Cochran v. Johnson

DONALD E. DALTON, Special Judge.

This is an intersection collision case. There is a claim for injuries by plaintiff Norman Cochran and for loss of consortium by plaintiff Claudia Grace Cochran, his wife.

The collision occurred at the intersection of Walrond and 73rd Streets in Kansas City, Missouri on April 2, 1967, between 9:30 and 10:00 P.M. Plaintiff Norman Cochran was driving his automobile south on Walrond and defendant was traveling west on 73rd Street. The collision occurred in the southwest quadrant of the intersection. Plaintiffs submitted their case on the theory that defendant failed to yield the *255right of way and defendant claims contributory negligence which was submitted in Instruction Number 8 on the grounds that plaintiff either (1) “failed to keep a careful lookout,” or (2) “knew or by the use of the highest degree of care could have known that there was a reasonable likelihood of collision in time thereafter to have stopped, but plaintiff Norman Cochran failed to do so.”

The jury’s verdict was in favor of defendant against both plaintiffs. Plaintiffs appeal, raising now as their sole claim of error the failure of the evidence to support the giving of Instruction Number 8. Under such circumstances we must give the evidence the benefit of any inferences, favorable to defendant, that may reasonably be drawn therefrom, and disregard plaintiffs’ evidence unless it tends to support the grounds of contributory negligence submitted in the instruction.
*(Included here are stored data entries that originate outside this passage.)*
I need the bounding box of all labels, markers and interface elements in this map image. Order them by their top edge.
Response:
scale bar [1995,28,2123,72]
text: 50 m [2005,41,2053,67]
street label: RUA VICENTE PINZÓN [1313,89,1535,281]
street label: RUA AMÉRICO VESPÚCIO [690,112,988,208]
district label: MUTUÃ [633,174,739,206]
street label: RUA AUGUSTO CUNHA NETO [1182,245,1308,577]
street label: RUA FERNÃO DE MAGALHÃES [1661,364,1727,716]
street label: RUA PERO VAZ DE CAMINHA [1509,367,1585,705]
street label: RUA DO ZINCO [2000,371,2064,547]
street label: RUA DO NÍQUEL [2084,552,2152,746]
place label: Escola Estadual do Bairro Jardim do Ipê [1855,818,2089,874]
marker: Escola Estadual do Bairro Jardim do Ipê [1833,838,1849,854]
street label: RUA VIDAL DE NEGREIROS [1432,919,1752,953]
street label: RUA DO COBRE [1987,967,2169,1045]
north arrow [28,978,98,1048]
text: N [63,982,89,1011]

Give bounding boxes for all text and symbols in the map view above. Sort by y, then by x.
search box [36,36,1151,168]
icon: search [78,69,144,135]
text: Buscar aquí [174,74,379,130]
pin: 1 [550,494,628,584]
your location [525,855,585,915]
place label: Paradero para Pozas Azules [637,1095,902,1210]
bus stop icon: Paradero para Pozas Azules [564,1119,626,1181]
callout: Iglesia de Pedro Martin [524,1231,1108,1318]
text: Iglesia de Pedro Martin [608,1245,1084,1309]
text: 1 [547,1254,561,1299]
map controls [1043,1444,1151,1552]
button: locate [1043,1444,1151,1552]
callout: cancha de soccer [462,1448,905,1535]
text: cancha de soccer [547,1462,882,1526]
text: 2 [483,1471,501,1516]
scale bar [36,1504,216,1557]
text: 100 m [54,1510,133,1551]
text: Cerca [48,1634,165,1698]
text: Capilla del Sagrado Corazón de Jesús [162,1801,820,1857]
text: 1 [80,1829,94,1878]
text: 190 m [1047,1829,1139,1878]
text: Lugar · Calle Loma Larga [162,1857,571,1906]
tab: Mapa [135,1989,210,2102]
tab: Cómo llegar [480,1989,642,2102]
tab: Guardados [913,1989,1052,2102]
Jackson v. Skelly Oil Company, Mo.Sup., en banc, 413 S.W.2d 239, 242. When so viewed the evidence supports the giving of Instruction Number 8.

Plaintiff, Norman Cochran, testified that he approached the uncontrolled intersection at a speed of approximately 10 to IS miles per hour. In other testimony he indicated that 60 feet north of the intersection one can see east on 73rd Street a distance of two or three hundred feet and if there were car lights one could see “six or seven hundred feet, maybe farther.” On further cross-examination he answered as follows: “Q: When your car is 25 feet from the north curb line you said you looked to the left to see if anything was coming west on 73rd Street? A: Yes. Q: All right. And my question is, when you looked to the left, couldn’t you see to the left or to the east about seven or eight hundred feet? A: After I got — yes,” and later, “Q: All right. And when you are some 25 feet you can see that seven or eight hundred feet east on 73rd, isn’t that right? A: That seven or eight hundred feet is probably a wild guess. Q: That was the truth, I think you said when I asked you about that a minute ago. Isn’t that true, Norman? A: Yes.” He did not see any vehicle coming at that time. He was at about the middle of the intersection when he first saw defendant’s vehicle. At that time he knew there was going to be a collision. He did not apply his brakes but attempted to get out of defendant’s way. The collision occurred across the center line and on the south side of 73rd Street.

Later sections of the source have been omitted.